I also went to two support groups for the first time. At Divabetics, here in New York City, I met Phyllis. I liked her right away. As we went around the room giving our two minute introduction she said, “I got juvenile diabetes at 58, now go figure!” I loved  her spunk and sense of humor. 

Yet below the kidding, she was having a tough time. A few years with diabetes, she was confused, carb counting was hard and she was more than annoyed with the difficulty regulating her blood sugar. And Phyllis was working hard at putting all the pieces together: visits to her doctor and educator, reading web sites, talking to others. Sometimes the pieces don’t interlock the way we expect. Case in point: several months ago three of usDiva-betics spent a weekend at Phyllis’s country house. It was an unintended, non-stop, Diabetes 101 workshop. “What’s your blood sugar?” “98,” “You’re kidding, we ate the same lunch how could I be 250!” “You’re kidding, you only need 1/2 a unit for that bowl of cereal?” “Let’s go take a walk, my sugar’s 198 and I want to get it down.” “No way, I think I’m going low. S__t, 45! Where’s the candy?” It was like a version of that old TV show with Beatrice Arthur, Betty White and Rue McClanahan, only ours would be called, ‘The Diabetic Girls.’ Maybe that will be us in our golden years.

But then I think it’s better to enjoy our golden years now, in a stream of golden days.
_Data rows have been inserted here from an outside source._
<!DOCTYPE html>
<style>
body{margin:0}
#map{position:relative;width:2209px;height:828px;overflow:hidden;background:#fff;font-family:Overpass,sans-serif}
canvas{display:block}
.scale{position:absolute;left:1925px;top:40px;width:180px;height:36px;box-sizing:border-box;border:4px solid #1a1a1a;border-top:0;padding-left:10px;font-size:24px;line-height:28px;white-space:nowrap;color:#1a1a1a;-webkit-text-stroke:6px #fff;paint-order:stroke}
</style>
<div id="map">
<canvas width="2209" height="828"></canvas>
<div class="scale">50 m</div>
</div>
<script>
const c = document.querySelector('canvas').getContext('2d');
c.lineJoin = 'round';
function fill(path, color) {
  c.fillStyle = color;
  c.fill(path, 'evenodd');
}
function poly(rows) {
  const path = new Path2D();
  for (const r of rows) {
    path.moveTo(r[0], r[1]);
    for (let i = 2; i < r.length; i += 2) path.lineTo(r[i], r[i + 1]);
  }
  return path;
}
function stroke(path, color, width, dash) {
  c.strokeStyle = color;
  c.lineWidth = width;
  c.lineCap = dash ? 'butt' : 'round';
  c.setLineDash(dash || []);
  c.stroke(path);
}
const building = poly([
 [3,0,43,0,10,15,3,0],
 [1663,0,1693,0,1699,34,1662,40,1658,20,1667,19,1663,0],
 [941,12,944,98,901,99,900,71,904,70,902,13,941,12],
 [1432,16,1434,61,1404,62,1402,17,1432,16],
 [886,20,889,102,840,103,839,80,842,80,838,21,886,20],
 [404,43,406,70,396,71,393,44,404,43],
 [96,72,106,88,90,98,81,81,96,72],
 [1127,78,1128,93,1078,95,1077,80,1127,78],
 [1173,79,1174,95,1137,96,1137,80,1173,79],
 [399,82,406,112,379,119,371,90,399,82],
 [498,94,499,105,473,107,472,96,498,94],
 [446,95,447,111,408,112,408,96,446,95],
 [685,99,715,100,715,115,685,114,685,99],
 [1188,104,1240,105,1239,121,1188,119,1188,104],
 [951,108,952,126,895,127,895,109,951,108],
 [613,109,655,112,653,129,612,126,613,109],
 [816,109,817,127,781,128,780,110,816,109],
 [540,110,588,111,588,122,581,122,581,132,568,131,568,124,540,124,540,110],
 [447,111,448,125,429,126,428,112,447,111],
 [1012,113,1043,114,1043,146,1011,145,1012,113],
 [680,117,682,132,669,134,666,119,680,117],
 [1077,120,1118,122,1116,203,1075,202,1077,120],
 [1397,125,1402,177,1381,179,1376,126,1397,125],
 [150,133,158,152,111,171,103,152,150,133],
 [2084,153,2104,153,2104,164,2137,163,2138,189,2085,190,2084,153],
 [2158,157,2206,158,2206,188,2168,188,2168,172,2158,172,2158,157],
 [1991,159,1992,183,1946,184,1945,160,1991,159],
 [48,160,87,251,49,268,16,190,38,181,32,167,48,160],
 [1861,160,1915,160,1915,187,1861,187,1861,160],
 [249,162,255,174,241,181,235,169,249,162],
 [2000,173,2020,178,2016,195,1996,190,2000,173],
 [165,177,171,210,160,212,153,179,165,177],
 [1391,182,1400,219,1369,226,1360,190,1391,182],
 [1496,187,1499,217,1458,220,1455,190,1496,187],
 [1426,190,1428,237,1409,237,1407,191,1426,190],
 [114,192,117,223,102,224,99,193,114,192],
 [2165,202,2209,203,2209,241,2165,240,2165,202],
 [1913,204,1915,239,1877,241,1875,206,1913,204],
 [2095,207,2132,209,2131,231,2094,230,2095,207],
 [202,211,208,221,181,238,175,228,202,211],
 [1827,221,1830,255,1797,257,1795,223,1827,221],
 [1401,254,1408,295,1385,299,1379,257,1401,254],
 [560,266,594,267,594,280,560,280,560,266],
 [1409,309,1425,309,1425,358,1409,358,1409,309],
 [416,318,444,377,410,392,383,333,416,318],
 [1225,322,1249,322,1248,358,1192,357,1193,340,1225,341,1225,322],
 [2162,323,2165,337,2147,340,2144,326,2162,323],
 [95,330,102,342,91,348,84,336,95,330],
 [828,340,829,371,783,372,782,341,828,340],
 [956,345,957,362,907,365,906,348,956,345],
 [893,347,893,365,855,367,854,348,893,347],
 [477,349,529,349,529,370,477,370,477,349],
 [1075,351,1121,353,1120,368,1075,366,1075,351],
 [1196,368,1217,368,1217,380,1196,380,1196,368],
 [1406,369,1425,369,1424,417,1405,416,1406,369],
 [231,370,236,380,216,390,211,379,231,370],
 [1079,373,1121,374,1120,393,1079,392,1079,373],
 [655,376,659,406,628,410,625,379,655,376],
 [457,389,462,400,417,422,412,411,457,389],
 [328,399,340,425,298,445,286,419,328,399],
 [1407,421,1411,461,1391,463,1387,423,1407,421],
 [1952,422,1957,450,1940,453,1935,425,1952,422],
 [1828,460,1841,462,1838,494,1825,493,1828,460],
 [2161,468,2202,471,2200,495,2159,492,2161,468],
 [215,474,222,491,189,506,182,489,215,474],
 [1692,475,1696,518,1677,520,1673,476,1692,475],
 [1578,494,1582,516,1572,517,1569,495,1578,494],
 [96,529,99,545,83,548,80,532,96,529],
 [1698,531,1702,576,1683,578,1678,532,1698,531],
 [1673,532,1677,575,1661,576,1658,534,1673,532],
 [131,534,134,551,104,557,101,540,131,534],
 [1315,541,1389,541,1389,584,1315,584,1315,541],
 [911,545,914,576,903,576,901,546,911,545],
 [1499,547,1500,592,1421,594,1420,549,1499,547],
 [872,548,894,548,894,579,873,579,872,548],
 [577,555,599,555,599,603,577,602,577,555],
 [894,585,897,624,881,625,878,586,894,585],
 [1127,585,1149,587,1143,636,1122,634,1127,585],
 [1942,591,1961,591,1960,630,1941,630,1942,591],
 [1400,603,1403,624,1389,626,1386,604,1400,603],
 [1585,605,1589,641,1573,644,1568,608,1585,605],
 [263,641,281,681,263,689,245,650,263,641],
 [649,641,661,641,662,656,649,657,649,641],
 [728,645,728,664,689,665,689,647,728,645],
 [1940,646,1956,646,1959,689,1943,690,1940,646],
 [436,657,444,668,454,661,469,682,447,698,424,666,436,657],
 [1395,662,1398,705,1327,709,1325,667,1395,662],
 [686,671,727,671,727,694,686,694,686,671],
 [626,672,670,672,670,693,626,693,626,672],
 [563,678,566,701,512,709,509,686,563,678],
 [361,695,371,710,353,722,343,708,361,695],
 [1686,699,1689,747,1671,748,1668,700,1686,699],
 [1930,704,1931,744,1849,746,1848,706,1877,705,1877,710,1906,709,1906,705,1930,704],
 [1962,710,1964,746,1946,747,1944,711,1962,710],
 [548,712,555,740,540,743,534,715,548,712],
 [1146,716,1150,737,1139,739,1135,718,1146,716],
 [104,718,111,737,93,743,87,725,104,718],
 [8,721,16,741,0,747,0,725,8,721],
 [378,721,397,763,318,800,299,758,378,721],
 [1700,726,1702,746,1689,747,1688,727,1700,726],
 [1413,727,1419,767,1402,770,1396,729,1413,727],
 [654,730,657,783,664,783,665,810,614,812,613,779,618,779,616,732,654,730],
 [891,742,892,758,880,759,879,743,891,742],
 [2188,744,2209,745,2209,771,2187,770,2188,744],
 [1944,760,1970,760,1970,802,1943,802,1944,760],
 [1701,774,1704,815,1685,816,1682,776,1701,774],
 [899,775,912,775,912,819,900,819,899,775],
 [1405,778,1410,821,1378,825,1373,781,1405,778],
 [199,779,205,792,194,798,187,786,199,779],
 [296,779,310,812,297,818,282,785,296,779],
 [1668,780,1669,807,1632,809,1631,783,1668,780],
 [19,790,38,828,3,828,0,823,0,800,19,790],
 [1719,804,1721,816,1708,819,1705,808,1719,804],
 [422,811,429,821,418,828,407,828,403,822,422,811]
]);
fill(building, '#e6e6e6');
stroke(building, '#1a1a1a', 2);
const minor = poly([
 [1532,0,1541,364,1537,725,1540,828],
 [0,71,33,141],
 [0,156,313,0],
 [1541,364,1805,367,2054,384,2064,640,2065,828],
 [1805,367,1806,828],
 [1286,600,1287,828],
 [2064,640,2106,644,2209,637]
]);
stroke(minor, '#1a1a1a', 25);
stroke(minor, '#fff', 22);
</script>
So last week Phyllis and I gathered to celebrate my birthday and her fifth year anniversary living with diabetes. It was she who merrily made the suggestion. Today Phyllis not only talks intelligently about carb counting, Smylin, pumping, etc, she’s one of the women-behind-the-man at Divabetics, and she’s helping others newly diagnosed get their hands around managing diabetes. Next week she’s accompanying a “newbie” to coach her through her doctor visit.

Living with diabetes is a process. You don’t wake up one day and know it all. Gosh knows, I didn’t. But you could wake up one morning and “get it.” In other words, see there is a gift in having diabetes. The road to there though will come with much learning, trial and error, bumping into yourself, your mistakes, lucky accidents, big-headedness, empty-headedness, and all the teachers out there who have proceeded you. Then 1 year later, 5 years, 10 or 20 years later, you’re the veteran helping someone else. You have shed your old skin, transformed into a newer you, and discovered part of the secret living with diabetes is making every day as golden as it can be.

Were we celebrating having diabetes? No. But we can all celebrate having the courage and humor to responsibly make diabetes part of our lives and enjoy the  things, other than the tsouris (stress), that diabetes brings into our lives. Like a new friend with a really wicked tongue.

So that’s the book I gave Phyllis, (photo) a compilation of personal stories from Diabetes Forecast magazine. Just some light reading for the bus. Meanwhile Phyllis gave me two hours of laughs, kinship and our birthday/anniversary lunch.